Kinesis Outage
On November 25, 2020, Amazon Web Services (AWS) experienced an outage in its Kinesis product that resulted in several cascading failures in several downstream products. The outage is known to have impact several well-known companies such as Adobe and Roku, at least, and countless customers. Amazon released a summary of the event providing initial details, including their observations, some technical details, and early remediation work.
I read through the summary and made several rough notes that I’ll share here. I’ve been revisiting my thoughts on Donella Meadows’ Systems Thinking in Practice so I’ll link to relevant content about system leverage points in the notes below.
Rough Notes
Kinesis powers a number of other services like Cognito, CloudWatch, and EventBridge.
- Cognito being degraded meant an inability for apps and services to
authenticate or generate temporary access tokens.

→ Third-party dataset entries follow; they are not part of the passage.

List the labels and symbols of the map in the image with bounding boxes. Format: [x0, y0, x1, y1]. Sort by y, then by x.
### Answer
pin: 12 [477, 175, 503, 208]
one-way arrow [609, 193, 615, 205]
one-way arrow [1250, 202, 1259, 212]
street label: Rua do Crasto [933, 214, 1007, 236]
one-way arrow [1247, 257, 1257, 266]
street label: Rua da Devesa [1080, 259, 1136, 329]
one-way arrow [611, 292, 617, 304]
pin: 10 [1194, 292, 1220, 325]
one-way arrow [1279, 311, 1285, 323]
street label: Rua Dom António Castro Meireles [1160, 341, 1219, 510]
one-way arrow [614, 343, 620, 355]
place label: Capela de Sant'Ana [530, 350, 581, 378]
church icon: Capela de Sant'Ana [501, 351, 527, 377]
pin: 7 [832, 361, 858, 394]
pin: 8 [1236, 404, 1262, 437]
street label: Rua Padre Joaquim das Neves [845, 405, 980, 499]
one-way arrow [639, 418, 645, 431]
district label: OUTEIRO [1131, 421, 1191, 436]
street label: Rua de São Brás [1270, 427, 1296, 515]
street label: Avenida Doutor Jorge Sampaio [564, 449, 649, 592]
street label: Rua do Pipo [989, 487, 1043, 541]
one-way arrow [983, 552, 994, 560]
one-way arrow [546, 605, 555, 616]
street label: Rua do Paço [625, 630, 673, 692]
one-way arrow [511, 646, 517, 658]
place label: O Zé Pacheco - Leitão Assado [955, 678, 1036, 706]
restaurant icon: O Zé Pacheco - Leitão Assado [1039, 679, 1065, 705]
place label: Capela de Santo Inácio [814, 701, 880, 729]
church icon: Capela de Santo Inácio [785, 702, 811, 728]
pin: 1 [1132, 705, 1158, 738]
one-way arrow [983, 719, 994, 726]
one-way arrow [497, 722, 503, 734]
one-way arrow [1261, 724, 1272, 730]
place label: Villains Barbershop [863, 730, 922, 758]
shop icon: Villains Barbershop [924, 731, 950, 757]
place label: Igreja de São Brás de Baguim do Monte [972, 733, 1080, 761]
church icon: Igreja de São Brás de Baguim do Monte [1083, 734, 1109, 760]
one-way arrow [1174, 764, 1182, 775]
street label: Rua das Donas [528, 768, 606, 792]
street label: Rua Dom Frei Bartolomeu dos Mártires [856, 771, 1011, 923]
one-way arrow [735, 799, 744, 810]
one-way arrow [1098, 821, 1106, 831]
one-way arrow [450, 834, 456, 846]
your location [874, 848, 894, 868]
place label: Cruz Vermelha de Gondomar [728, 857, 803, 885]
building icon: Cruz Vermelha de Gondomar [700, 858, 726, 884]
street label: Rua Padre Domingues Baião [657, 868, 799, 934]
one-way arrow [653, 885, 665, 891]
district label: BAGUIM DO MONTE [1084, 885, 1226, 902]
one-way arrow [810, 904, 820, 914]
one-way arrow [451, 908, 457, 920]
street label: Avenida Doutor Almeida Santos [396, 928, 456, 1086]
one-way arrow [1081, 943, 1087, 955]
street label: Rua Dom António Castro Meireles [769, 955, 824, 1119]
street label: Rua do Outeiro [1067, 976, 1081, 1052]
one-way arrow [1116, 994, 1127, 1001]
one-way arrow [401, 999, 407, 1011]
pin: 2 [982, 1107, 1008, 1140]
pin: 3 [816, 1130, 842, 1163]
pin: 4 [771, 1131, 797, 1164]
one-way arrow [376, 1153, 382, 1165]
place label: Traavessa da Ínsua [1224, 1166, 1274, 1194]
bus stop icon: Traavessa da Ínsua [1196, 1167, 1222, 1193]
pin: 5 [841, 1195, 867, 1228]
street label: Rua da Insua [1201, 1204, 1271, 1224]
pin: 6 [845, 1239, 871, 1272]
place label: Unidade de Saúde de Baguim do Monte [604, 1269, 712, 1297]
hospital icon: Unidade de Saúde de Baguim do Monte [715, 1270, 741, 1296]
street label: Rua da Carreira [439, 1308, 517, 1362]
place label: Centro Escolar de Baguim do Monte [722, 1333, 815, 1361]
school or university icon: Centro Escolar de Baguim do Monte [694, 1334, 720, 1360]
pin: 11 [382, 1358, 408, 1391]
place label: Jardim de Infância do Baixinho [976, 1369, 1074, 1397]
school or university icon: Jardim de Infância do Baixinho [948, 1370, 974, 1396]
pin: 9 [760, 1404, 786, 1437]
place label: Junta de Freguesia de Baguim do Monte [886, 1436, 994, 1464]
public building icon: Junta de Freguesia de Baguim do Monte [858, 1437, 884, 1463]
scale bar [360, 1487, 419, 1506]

- A latent bug surfaced in Cognito.
- CloudWatch being degraded meant visibility into the health and behavior of
systems limits critical information that may be required to make decisions,
such as whether to deploy code.
- Reactive AutoScaling policies were delayed due to unavailable CloudWatch data.
- Lambda errors occurred because buffered metric data could not be sent to CloudWatch.
- EventBridge depends on Kinesis availability. EventBridge is relied on by
Elastic Container Service (ECS) and Elastic Kubernetes Service (EKS).
- During this outage, provisioning new resources, scaling existing resources, and de-provisioning resources in ECS and EKS was delayed.
- This, coupled with CloudWatch issues, can make for a perfect storm!
Adding capacity was a trigger.
- This occurred ahead of a major holiday. Was this a factor? In other words, was a decision made to add capacity in anticipation of increased load?
A resource limit (thread count on frontend servers) was exceeded.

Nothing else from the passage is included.